QG-P17: Projection Point of QG-P1 on QG-L1

QG-P17 is the projection of QG-P1 on QG-L1.

This point and its properties were found by Eckart Schmidt (October 5, 2012).

CT-Coordinates in 1^st QA-Quadrigon

(-p (c² p² q (q + r) + r (b² p² (q + r) – a² q (p² + q r))) :

p q r (a² q (p – r) + c² q (-p + r) – b² (p q + 2 p r + q r)) :

(-p – q) (b² p + a² q) r³ + c² p q r (p q + r²))

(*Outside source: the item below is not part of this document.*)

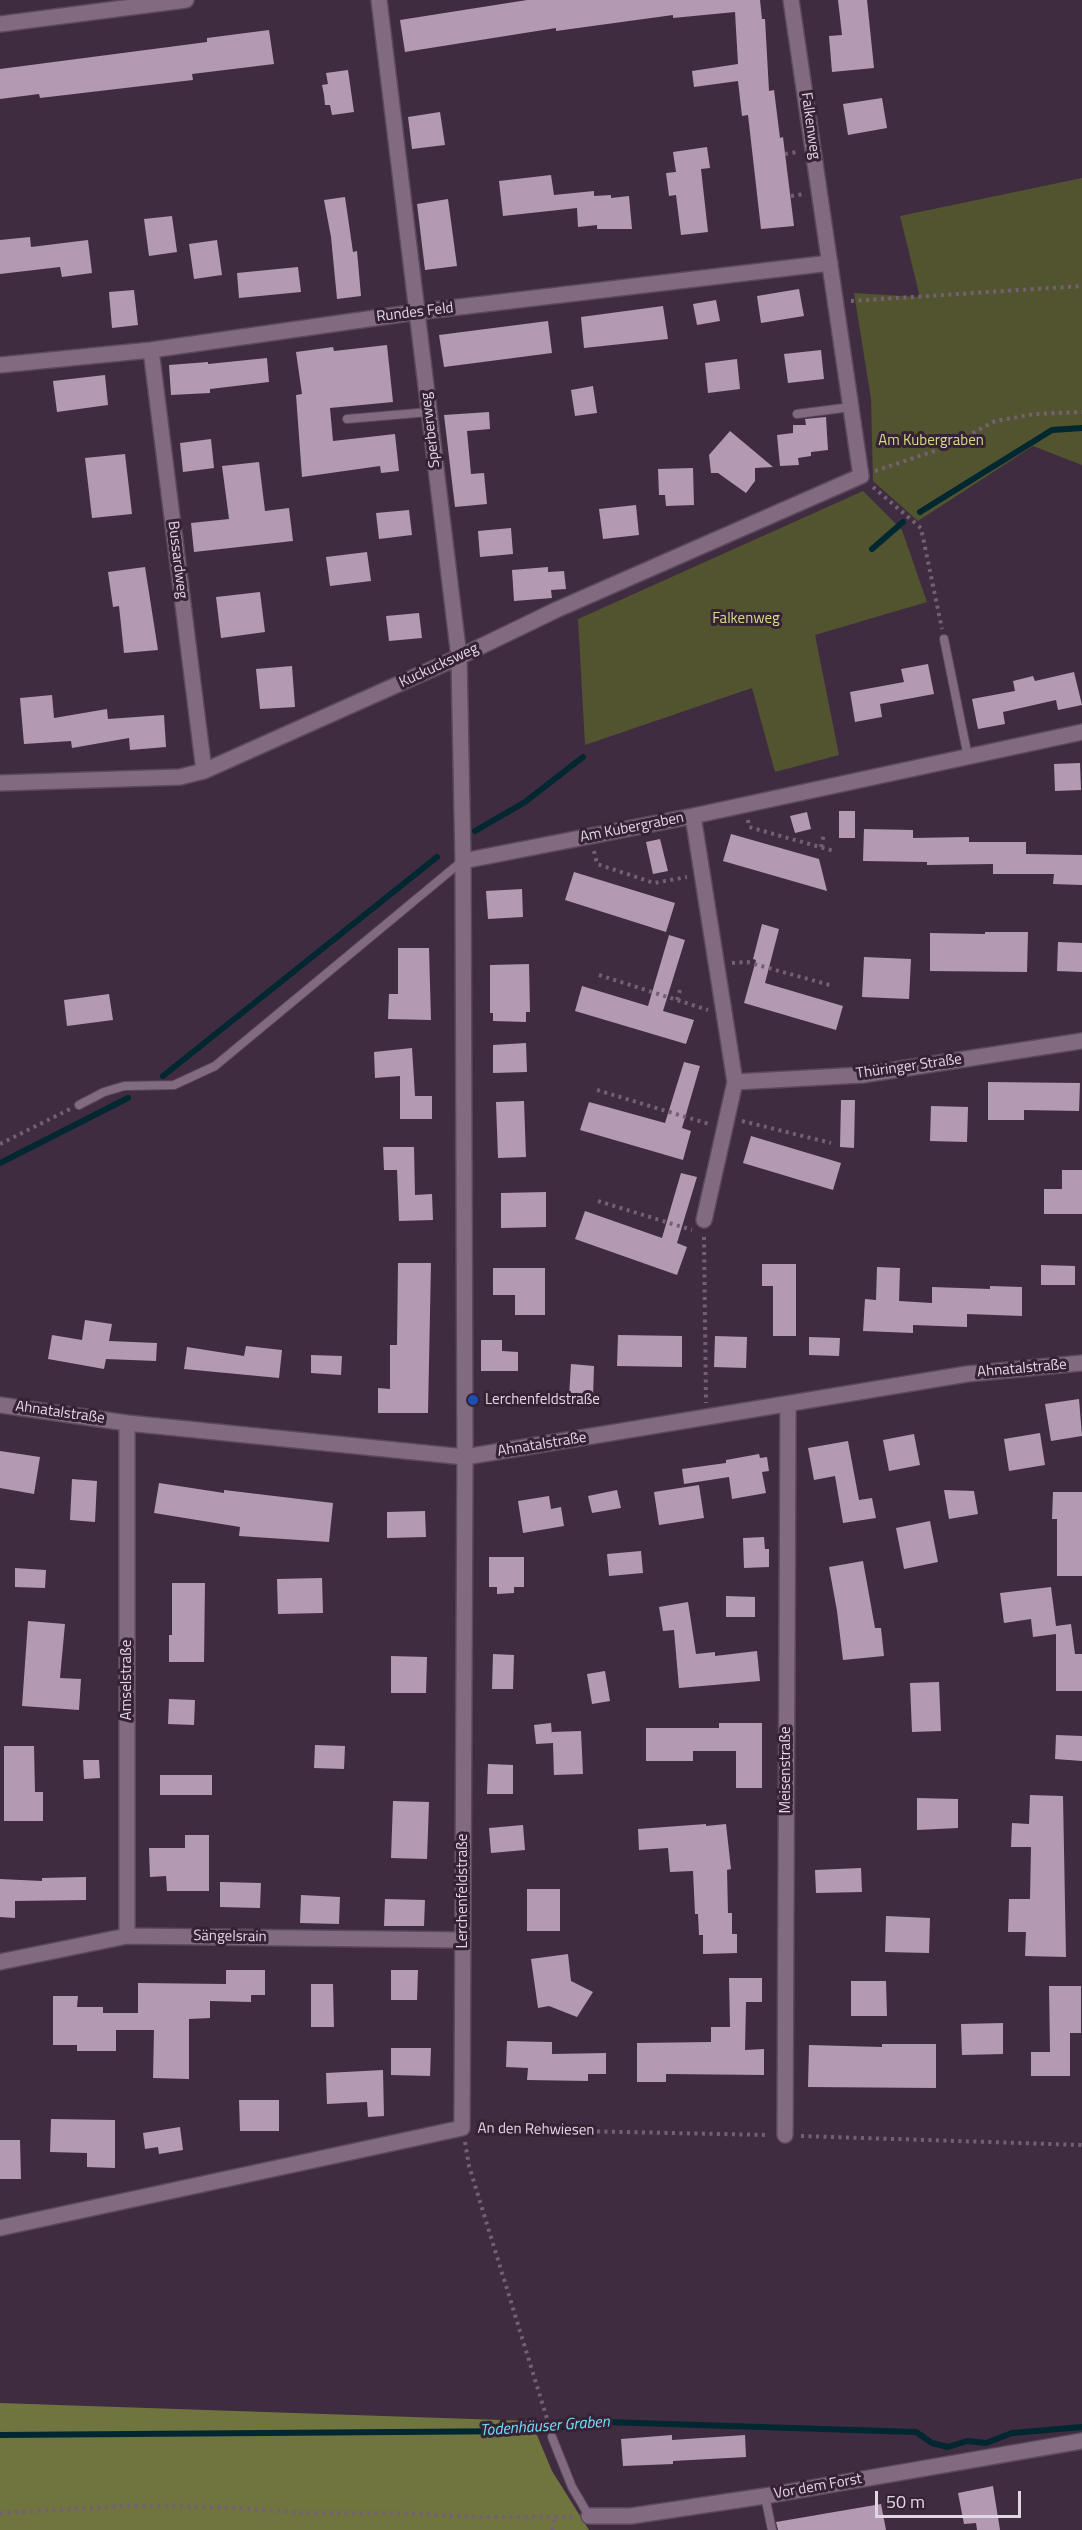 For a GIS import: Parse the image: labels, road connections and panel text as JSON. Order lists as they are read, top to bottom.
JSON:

DT-Coordinates in 1^st QA-Quadrigon

(SC : 0 : SA)

CT-Coordinates in 1^st QL-Quadrigon

(m n (a² l² – c² n²) :

l n (a² (l – m) (l – n) + c² (l – n) (m – n) – b² (l m – l n + m n)) :

-l m(a² l² – c² n²))

DT-Coordinates in 1^st QL-Quadrigon

(SC : 0 : SA)

Properties

• QG-P17 lies on these lines:
  • QG-P1.QL-P10.QA-P12
  • QG-P2.QG-P3 (=QG-L1)
• QG-P17 lies on the medial circles QA-Ci2 and QL-Ci2.
• The 3 QL-versions of QG-P17 are the vertices of the Orthic Triangle of the QL-Diagonal Triangle (QL-Tr1) and lie on QA-Cu7.
• QG-P17 is the second focus of an inscribed conic with its first focus in QG-P18.
• QG-P17 is the QL-Tf1 image of QG-P18.
• The Polar (see [13], Polar) of QG-P17 wrt any inscribed or circumscribed conic of the Reference Quadrigon is a line through QG-P1.
• The QA-Orthopole (QA-Tf3) of QG-P17 is the Midpoint (QG-P1.QG-P18).
• QG-P17.QG-P1 is the Angle Bisector of angles P1.QG-P17.P3 and P2.QG-P17.P4.
• The Triple Triangle of QG-P17 is perspective with all QA-Component Triangles (see QA-Tr-1 for Desmic Triple Triangles).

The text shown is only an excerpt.